American commons activist and scholar David Bollier says his most recent book, ‘The Commoners Catalogue for Changemaking,’ was born of a simple realisation: The world we have inherited is no longer working. Despite formidable challenges, he writes: “There is actually much good news. Below the radar screen of mainstream media and politics, a diverse and hardy cohort of commoners are building a new world of possibilities right now, through land trusts and relocalised food, collaborative finance and artist collectives, gift economies and open-source everything: essential tools for the transitions ahead.” On May 11 David Bollier will visit Pakhuis de Zwijger and he will be engaged in a wide-ranging conversation by lector purpose economy Kees Klomp on how commoning could address the structural and cultural problems of our time. Join the conversation and share your questions.
Kees Klomp will engage in a wide-ranging conversation with David Bollier to explore the promise of commoning to address the structural and cultural problems of our time.
About the speakers:
Kees Klomp studied political science and communication sciences at the University of Amsterdam. His book Thrive: Fundamentals for a new Economy was published last year, in which he and Shinta Oosterwaal consult with the most important and innovative economic thinkers, such as Kate Raworth, Charles Eisenstein, Clair Brown, Helena Norberg and Daniel Wahl. For an economy that focuses more on people and well-being than just profit.
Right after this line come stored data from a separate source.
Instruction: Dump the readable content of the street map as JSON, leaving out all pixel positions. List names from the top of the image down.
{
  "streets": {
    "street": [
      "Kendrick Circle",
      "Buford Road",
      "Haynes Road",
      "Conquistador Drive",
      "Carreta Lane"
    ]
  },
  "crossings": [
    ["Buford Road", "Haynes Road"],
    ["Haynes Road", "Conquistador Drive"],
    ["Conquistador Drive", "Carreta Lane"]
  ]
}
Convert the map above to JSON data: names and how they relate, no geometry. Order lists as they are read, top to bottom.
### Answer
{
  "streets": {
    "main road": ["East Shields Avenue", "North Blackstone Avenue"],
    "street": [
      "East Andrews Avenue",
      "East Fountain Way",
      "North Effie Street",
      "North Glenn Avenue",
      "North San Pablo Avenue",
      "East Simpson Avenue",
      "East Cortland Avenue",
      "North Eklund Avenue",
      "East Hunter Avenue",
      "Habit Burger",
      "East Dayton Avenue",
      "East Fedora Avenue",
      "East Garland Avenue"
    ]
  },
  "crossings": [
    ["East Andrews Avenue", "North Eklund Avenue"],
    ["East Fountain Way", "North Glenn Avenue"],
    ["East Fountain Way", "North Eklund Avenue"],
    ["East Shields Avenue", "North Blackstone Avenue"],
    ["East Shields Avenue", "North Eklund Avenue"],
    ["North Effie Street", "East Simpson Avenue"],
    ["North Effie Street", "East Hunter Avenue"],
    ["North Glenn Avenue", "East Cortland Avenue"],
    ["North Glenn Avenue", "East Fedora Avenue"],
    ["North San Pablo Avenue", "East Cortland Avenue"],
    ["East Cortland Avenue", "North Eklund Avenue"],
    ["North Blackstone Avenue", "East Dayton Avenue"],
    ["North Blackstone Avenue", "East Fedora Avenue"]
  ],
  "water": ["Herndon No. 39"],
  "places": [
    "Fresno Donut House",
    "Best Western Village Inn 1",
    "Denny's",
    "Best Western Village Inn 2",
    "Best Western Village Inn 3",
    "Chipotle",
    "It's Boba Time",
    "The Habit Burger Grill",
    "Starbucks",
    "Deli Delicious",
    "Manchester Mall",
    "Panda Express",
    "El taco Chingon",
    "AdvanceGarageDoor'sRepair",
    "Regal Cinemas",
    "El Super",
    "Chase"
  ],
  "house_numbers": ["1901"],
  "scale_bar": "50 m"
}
David Bollier is an American activist, author and blogger who views the commons as a new paradigm to redefine economics, politics and culture. As director of the Reinventing the Commons programme at the Schumacher Center for a New Economics, Bollier is active in various international collaborations to promote commoning. He also regularly publishes pieces on his personal blog and monthly podcast Frontiers of Commoning. He has published ten books on the subject of commons, including The Commoner’s Catalog for Changemaking (2021), Free, Fair and Alive (2019), and Think Like a Commoner (2014).